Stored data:
--- START ---

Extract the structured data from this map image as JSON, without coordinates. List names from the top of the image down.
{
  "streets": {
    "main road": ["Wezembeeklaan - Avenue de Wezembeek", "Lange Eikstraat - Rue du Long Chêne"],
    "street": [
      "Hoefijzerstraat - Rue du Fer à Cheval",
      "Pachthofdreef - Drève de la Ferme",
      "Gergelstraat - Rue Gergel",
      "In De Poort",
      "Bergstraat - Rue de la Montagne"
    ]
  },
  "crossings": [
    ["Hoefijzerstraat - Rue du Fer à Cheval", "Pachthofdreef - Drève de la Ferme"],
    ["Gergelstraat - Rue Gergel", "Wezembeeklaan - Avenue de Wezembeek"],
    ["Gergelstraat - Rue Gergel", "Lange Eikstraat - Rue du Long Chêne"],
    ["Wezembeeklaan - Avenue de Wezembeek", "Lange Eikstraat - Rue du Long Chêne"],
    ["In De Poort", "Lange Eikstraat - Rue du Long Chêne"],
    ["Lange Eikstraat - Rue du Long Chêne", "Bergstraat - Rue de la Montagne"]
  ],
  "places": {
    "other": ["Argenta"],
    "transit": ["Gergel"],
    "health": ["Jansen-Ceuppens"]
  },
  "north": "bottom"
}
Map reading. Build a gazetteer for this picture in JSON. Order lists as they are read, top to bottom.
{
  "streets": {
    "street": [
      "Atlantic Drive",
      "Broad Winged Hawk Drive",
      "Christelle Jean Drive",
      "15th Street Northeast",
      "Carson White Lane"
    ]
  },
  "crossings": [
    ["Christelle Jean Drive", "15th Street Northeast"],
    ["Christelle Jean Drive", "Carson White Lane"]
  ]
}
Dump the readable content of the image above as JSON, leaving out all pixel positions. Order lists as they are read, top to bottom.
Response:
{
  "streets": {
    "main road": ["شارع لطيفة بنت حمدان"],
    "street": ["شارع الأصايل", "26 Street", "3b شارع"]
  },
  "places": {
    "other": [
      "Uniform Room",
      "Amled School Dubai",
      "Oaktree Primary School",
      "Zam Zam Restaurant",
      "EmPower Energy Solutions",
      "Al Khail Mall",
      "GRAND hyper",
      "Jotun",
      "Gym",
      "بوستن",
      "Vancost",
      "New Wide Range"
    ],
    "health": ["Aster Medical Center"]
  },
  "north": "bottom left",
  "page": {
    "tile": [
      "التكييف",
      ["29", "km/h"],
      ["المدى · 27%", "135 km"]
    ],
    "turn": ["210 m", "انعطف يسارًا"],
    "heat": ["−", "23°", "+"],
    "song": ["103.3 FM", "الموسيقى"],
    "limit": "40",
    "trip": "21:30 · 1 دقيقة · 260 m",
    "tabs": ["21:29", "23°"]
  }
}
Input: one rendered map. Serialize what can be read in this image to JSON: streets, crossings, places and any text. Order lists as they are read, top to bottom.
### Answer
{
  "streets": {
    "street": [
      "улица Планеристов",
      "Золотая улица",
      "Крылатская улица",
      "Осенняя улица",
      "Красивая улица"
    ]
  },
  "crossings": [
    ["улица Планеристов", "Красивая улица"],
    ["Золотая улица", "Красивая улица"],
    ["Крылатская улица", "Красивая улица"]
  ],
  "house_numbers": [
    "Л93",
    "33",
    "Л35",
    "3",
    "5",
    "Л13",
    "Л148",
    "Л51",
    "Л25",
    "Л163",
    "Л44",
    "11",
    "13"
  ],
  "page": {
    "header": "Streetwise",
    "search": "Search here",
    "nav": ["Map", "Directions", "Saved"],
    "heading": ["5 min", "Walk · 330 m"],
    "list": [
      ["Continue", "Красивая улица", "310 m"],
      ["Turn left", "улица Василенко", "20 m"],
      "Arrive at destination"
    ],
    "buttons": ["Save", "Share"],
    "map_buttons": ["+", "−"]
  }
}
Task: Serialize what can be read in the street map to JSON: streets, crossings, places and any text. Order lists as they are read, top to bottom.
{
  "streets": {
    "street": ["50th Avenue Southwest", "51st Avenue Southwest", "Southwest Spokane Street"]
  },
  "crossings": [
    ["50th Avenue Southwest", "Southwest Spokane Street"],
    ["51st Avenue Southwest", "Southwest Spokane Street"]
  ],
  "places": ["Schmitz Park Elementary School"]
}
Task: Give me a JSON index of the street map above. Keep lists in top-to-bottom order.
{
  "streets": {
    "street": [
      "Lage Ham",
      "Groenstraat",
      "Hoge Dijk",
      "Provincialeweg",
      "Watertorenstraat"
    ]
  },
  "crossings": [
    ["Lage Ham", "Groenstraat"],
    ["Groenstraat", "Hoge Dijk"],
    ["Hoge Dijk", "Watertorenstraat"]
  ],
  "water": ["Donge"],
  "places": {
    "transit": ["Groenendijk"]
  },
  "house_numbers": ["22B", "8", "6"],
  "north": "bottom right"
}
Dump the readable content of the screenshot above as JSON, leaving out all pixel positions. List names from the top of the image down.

--- END ---

== WHAT IS NEEDED ==
Looking at the records above, which lines contain "content"? Copy those lines.

== FINISHED EXERCISE ==
Dump the readable content of the image above as JSON, leaving out all pixel positions. Order lists as they are read, top to bottom.
Dump the readable content of the screenshot above as JSON, leaving out all pixel positions. List names from the top of the image down.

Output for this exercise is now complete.